Wherever a line in the data holds the word "limit", pull that line out.

[Collection entries]
▼▼▼

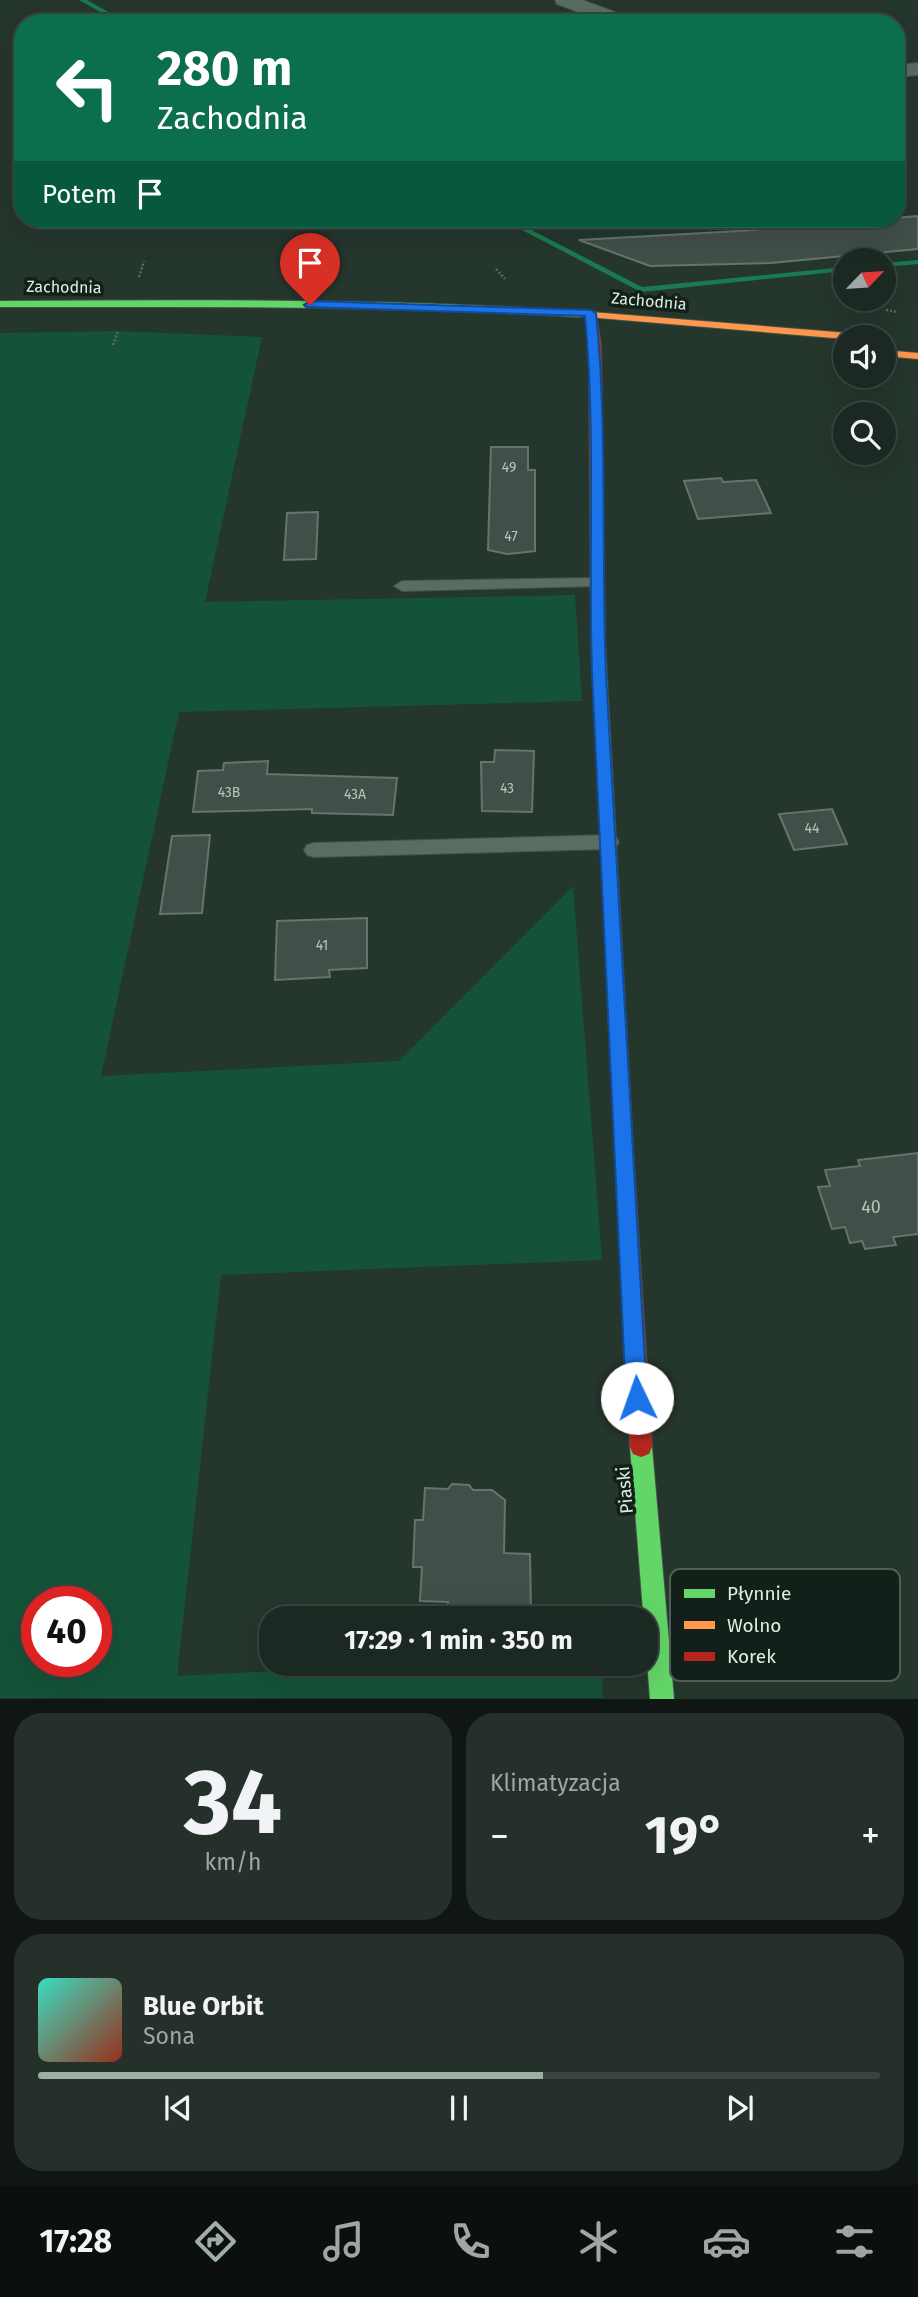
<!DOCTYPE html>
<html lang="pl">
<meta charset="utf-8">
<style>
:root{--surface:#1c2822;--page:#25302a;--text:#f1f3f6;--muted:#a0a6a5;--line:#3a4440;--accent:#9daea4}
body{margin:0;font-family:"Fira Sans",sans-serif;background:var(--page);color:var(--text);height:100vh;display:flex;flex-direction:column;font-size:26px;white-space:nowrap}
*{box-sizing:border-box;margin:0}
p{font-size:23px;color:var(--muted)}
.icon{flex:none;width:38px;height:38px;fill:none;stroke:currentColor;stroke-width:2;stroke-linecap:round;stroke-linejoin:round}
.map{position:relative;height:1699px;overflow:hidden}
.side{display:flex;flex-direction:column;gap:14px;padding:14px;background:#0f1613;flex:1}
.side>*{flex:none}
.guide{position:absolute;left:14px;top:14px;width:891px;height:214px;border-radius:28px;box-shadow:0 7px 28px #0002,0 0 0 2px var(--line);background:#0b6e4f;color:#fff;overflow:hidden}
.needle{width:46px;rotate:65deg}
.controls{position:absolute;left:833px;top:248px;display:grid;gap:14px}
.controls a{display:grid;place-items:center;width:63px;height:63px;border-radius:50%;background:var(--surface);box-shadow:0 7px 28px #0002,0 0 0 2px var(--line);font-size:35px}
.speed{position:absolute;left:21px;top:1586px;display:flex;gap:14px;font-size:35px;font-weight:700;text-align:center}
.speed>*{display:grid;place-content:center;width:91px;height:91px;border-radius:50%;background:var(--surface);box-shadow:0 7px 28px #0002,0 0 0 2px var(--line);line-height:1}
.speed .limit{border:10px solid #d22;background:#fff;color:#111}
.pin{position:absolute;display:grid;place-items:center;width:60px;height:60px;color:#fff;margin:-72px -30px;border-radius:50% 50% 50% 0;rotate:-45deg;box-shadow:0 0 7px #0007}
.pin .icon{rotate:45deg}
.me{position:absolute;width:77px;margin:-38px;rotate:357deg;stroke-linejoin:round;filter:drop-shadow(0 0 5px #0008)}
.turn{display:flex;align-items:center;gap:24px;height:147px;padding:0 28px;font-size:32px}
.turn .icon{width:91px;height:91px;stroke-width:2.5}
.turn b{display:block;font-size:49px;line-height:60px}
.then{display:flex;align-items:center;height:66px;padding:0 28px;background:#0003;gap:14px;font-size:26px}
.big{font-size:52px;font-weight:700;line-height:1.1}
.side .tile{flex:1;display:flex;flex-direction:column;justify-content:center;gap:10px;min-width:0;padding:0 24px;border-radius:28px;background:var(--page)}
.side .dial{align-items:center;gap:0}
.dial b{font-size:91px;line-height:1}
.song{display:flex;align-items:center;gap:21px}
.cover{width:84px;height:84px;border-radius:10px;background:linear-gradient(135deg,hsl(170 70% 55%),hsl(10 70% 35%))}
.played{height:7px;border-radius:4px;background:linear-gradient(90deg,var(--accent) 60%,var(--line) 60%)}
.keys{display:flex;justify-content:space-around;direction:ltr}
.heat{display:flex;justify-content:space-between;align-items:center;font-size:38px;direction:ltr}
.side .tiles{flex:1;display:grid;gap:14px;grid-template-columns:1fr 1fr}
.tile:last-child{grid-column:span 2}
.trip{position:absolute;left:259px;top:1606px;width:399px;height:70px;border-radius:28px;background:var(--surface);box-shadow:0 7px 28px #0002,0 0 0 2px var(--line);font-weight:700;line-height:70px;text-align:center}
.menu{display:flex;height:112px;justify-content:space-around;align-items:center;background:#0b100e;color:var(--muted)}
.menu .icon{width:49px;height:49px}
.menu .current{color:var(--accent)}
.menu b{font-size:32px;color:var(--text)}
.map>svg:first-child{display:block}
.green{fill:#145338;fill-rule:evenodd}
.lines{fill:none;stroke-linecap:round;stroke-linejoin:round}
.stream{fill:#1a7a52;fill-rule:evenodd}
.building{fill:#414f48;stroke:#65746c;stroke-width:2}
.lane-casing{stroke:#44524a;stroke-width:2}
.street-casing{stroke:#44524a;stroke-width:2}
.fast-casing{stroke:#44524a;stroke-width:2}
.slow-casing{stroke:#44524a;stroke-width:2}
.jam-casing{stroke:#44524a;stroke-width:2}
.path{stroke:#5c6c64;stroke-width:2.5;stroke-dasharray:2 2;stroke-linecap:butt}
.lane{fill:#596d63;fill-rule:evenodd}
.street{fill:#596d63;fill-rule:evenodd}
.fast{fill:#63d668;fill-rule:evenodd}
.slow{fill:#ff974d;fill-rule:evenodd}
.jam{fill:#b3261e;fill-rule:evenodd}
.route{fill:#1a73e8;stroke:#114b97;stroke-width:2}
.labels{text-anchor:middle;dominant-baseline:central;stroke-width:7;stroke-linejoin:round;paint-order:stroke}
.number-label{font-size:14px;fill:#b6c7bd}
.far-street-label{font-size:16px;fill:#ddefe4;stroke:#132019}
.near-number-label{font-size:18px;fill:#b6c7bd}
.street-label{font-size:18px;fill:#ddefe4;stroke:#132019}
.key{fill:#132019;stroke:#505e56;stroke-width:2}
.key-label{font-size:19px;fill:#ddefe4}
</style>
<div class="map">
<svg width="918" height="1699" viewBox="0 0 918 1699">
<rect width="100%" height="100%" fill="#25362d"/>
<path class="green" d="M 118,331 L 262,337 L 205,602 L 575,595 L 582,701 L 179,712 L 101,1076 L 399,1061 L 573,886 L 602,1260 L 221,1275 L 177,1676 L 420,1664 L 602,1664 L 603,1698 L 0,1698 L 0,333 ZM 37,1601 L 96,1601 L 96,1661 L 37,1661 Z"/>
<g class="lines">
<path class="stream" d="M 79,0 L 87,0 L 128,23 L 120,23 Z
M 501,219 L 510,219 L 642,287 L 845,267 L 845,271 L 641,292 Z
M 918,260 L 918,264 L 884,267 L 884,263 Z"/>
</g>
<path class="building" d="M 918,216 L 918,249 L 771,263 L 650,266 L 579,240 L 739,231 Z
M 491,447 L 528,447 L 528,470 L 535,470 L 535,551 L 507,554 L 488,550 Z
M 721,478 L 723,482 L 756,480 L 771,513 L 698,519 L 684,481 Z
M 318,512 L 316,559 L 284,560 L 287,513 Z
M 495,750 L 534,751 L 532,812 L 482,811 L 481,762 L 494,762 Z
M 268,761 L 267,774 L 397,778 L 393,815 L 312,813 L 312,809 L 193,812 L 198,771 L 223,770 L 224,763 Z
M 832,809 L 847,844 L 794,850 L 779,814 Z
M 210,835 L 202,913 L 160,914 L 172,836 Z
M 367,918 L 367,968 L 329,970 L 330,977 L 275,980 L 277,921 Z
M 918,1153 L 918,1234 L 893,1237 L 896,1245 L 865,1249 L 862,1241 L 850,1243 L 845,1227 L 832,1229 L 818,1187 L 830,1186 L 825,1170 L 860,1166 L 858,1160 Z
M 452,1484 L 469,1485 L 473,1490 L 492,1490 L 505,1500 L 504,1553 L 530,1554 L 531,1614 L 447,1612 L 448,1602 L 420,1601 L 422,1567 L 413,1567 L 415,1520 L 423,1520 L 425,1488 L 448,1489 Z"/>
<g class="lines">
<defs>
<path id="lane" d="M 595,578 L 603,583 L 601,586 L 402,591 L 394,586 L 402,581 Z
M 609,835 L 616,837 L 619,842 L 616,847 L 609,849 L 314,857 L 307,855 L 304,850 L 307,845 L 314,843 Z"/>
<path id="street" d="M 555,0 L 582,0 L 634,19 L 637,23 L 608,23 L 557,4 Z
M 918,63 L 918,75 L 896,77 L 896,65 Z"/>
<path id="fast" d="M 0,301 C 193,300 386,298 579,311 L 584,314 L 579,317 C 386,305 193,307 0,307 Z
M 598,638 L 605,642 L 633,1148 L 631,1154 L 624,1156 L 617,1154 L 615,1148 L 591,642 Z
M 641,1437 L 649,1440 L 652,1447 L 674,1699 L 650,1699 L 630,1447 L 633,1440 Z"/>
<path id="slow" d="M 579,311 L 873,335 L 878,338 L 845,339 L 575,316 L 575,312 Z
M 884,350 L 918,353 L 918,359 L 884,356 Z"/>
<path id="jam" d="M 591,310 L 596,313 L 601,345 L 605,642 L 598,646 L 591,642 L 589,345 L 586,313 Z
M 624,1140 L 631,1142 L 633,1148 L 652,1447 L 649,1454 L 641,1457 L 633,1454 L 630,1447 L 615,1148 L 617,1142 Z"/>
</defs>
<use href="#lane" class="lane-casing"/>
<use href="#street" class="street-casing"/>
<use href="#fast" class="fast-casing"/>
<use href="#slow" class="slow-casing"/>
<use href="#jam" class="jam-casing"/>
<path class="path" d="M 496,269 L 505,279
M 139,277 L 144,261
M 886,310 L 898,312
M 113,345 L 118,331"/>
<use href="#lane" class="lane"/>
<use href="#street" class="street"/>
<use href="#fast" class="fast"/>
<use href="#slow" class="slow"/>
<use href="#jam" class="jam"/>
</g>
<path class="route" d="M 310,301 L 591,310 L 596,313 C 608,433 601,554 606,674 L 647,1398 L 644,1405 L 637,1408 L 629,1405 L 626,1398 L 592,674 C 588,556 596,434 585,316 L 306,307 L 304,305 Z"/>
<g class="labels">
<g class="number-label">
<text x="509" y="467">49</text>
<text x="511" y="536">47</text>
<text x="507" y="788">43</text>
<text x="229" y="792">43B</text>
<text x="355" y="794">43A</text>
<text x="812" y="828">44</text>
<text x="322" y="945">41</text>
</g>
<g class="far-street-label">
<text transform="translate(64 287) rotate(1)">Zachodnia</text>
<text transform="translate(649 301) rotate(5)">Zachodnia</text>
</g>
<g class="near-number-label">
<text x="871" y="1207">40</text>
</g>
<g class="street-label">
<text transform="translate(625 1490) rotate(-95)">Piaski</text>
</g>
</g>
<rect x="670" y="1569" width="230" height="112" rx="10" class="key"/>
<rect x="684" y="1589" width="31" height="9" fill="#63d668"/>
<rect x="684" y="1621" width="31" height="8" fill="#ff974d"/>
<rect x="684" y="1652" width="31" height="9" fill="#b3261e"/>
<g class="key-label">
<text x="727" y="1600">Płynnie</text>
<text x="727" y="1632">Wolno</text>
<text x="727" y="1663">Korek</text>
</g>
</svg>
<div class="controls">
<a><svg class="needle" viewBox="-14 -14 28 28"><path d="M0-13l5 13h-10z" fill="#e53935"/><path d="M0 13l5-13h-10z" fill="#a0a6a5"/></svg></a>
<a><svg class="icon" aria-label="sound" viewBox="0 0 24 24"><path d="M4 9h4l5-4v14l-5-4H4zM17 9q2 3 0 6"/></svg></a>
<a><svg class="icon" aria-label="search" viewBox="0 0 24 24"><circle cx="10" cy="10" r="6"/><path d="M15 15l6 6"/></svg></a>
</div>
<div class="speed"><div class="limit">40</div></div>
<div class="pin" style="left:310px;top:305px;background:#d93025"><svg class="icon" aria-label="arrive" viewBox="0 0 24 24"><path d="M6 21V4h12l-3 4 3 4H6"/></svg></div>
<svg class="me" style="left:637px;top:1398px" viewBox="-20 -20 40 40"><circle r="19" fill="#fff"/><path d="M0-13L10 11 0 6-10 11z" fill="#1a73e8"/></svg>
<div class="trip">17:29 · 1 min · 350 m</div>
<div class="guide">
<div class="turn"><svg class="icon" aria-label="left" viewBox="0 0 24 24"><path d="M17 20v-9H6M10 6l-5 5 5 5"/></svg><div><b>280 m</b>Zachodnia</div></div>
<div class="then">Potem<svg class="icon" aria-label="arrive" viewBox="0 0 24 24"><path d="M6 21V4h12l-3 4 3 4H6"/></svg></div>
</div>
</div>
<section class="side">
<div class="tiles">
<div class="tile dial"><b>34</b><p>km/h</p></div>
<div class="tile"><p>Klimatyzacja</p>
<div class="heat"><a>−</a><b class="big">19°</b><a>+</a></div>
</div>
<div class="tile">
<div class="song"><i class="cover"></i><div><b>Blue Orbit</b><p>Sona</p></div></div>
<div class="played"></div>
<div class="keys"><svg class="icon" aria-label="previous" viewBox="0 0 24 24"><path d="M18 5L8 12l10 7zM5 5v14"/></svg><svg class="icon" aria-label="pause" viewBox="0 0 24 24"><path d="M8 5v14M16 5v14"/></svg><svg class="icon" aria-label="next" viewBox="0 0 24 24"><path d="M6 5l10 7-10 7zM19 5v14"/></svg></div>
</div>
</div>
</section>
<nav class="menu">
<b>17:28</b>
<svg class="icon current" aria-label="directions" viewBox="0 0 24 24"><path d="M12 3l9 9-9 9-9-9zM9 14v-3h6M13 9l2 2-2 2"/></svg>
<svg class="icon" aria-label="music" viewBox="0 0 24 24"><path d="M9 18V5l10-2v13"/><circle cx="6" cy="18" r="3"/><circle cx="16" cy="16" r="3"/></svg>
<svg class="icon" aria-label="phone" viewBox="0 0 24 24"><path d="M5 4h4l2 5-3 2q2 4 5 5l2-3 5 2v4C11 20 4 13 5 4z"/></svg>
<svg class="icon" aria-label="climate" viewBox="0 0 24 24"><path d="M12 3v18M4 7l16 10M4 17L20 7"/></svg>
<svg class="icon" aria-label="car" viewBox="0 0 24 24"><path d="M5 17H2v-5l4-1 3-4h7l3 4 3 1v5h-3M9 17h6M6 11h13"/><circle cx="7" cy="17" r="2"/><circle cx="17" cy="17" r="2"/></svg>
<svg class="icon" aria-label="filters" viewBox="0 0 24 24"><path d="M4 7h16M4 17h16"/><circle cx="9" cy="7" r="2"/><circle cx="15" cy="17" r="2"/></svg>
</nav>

▲▲▲

Expected answer:
.speed .limit{border:10px solid #d22;background:#fff;color:#111}
<div class="speed"><div class="limit">40</div></div>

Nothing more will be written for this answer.